For streaming, the patch handles three subtleties:

  1. output_ids is cumulative when server_args.stream_output=False (the default); we slice past a per-index watermark to get the delta.
  2. The tool-call parser may yield 0, 1, or multiple chunks per engine yield, so delta token IDs are buffered in _pending_token_ids and flushed onto the first yielded chunk. If the parser yields nothing (partial JSON), the IDs are re-buffered for the next iteration.
  3. When the detokenizer holds back text at word boundaries (empty delta), or when the final token is EOS (empty delta), the buffer is preserved and flushed onto the finish-reason chunk at stream end.

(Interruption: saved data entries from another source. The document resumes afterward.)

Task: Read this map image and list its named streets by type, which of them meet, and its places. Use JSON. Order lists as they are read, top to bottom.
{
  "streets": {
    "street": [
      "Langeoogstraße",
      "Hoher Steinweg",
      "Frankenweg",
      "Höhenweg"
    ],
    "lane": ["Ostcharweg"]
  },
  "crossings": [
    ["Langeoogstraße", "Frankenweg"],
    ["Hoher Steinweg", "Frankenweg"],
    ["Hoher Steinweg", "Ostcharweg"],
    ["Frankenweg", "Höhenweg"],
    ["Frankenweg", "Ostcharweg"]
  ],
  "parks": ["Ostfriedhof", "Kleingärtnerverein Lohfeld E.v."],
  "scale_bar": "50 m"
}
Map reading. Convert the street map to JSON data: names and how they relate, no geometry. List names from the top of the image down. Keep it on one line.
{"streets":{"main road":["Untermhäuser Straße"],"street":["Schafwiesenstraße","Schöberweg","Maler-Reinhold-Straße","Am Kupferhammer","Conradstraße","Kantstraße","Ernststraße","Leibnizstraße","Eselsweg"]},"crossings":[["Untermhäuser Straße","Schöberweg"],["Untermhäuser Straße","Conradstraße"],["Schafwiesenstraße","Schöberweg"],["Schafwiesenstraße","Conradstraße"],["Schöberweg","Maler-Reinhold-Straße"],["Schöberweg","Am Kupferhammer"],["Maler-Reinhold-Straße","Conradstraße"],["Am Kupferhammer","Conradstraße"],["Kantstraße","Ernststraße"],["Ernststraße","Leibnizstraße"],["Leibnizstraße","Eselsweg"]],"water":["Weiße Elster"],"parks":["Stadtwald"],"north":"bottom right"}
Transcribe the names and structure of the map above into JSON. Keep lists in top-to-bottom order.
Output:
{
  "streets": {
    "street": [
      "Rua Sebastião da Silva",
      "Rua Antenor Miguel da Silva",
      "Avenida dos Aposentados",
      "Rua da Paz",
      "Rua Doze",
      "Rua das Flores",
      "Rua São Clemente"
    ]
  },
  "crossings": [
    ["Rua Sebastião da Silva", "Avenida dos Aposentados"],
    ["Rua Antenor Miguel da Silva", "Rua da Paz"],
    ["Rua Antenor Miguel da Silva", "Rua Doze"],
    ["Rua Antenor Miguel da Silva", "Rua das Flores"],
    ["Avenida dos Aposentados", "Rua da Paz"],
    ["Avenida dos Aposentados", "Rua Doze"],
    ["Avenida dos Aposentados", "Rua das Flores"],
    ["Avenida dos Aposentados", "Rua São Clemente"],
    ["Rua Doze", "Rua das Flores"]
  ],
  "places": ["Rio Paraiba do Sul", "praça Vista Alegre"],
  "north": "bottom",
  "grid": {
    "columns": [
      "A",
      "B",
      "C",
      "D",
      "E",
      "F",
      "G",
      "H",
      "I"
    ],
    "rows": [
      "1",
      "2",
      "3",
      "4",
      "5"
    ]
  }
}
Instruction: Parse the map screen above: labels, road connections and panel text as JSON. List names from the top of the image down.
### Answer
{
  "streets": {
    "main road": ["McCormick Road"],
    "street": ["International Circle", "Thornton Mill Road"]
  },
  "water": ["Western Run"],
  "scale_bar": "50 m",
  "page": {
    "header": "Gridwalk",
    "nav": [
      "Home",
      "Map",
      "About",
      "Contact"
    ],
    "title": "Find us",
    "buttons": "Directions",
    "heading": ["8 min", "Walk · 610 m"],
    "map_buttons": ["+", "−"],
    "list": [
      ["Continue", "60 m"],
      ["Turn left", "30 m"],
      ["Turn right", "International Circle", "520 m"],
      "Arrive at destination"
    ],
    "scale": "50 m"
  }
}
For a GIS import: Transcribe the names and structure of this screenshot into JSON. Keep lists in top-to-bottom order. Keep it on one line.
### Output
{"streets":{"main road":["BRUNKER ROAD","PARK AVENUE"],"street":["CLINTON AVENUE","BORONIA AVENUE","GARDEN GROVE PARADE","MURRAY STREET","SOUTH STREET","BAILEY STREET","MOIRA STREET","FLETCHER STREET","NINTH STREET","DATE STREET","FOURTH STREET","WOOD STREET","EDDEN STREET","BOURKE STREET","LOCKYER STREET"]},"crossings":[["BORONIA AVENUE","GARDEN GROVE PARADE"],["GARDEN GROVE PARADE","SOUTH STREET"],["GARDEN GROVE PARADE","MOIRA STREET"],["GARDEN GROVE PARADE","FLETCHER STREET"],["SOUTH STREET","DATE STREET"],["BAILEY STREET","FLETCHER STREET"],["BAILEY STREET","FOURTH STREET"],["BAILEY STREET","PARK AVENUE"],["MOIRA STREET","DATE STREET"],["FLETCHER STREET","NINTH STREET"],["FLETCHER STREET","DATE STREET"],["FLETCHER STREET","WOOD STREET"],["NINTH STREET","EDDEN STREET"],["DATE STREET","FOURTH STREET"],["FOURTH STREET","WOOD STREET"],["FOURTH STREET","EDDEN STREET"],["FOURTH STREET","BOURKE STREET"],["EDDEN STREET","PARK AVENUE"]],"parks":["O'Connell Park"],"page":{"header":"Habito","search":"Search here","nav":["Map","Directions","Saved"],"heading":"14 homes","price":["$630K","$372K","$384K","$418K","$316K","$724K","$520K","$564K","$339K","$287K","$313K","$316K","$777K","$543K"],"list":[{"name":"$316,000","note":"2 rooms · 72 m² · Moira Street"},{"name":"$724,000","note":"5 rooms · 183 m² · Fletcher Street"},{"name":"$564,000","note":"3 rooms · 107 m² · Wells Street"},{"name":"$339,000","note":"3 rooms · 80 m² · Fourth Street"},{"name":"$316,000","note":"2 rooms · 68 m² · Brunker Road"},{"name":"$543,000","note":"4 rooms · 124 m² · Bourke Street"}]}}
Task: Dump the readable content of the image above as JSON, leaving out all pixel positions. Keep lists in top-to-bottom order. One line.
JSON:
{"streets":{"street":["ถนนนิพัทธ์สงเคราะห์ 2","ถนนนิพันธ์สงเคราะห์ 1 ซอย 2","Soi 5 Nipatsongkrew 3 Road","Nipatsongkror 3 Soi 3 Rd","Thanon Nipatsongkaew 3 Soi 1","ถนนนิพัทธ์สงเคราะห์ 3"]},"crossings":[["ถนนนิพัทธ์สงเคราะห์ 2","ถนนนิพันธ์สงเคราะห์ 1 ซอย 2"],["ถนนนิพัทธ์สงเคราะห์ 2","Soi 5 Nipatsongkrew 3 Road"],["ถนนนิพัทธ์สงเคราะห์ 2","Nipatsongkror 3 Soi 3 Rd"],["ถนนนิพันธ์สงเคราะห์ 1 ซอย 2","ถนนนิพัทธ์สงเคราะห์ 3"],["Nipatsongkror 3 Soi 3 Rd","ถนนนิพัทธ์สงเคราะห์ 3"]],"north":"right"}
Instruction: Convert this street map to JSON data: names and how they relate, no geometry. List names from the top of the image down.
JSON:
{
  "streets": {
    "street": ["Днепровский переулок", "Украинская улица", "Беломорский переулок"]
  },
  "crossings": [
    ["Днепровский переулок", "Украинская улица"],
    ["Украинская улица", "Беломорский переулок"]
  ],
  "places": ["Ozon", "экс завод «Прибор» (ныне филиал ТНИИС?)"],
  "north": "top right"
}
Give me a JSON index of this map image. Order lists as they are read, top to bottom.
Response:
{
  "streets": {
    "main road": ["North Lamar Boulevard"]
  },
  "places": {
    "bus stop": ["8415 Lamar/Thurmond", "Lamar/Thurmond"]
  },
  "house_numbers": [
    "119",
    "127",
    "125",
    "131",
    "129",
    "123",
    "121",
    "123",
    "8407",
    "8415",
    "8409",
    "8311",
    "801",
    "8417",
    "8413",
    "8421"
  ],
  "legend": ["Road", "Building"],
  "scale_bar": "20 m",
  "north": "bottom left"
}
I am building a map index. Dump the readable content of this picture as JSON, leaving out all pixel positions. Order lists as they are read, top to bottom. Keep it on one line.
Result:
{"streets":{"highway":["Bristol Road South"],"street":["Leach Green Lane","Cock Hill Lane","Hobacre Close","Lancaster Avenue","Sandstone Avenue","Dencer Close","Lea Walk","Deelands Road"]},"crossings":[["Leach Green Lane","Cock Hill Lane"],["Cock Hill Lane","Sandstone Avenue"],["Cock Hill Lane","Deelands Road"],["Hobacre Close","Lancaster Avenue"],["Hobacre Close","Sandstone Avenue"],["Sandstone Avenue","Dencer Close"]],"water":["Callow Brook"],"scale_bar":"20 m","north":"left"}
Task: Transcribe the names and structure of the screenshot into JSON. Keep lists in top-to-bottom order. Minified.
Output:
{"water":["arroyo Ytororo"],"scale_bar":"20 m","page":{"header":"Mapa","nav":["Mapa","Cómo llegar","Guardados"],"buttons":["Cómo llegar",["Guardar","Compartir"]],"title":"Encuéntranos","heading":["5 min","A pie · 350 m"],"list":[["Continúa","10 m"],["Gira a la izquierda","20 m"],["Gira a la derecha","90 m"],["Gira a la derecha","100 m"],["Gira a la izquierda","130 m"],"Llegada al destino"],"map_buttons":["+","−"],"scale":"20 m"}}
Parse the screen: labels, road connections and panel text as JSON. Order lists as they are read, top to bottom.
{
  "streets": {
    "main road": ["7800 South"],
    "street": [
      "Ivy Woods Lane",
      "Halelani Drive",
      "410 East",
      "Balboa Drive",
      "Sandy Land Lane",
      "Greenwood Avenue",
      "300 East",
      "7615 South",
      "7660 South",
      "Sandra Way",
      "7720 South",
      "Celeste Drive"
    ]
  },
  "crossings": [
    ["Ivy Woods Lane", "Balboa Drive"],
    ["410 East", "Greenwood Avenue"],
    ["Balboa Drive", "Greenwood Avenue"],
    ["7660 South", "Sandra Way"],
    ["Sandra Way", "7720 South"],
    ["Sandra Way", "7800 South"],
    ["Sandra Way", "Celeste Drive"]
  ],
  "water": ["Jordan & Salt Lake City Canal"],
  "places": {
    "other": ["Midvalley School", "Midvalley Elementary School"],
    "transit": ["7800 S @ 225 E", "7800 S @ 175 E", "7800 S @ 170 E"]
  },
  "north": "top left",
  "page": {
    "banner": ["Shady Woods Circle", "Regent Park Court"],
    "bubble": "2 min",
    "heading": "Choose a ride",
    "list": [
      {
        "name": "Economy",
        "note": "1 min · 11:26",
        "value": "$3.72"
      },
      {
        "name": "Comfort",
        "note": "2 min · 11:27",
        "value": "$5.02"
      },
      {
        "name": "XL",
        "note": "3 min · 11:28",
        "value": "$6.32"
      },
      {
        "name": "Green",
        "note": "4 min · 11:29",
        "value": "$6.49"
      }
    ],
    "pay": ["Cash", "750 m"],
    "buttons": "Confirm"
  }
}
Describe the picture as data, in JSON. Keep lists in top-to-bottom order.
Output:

This enables rllm-model-gateway to capture exact RL-training trace data without any gateway modifications and without requiring logprobs=True.

Patch the installed SGLang package.

Returns True if either file was patched, False if both were already patched, SGLang wasn’t found, or patching failed.

agentcore_rl_toolkit.backends.slime.patches.verify_sglang_token_ids

Section titled “agentcore_rl_toolkit.backends.slime.patches.verify_sglang_token_ids”

Verify the SGLang v0.5.9 token_ids patch.

Launches a local SGLang server with the given model, issues greedy-decoded chat completion requests in both streaming and non-streaming modes, and checks that:

  1. Non-streaming responses expose prompt_token_ids (on the response) and token_ids (per choice), and decoding token_ids matches the content.
  2. Streaming responses expose prompt_token_ids on the first chunk and token_ids on content chunks, and decoding the concatenation matches the concatenated deltas.
  3. Under greedy decoding, the prompt and completion token sequences are identical between streaming and non-streaming modes.
  4. Streaming with tools active yields the same completion token sequence as streaming without tools, validating the _pending_token_ids buffering.

main(argv: Optional[list[str]] = None) -> int

Section titled “main(argv: Optional[list[str]] = None) -> int”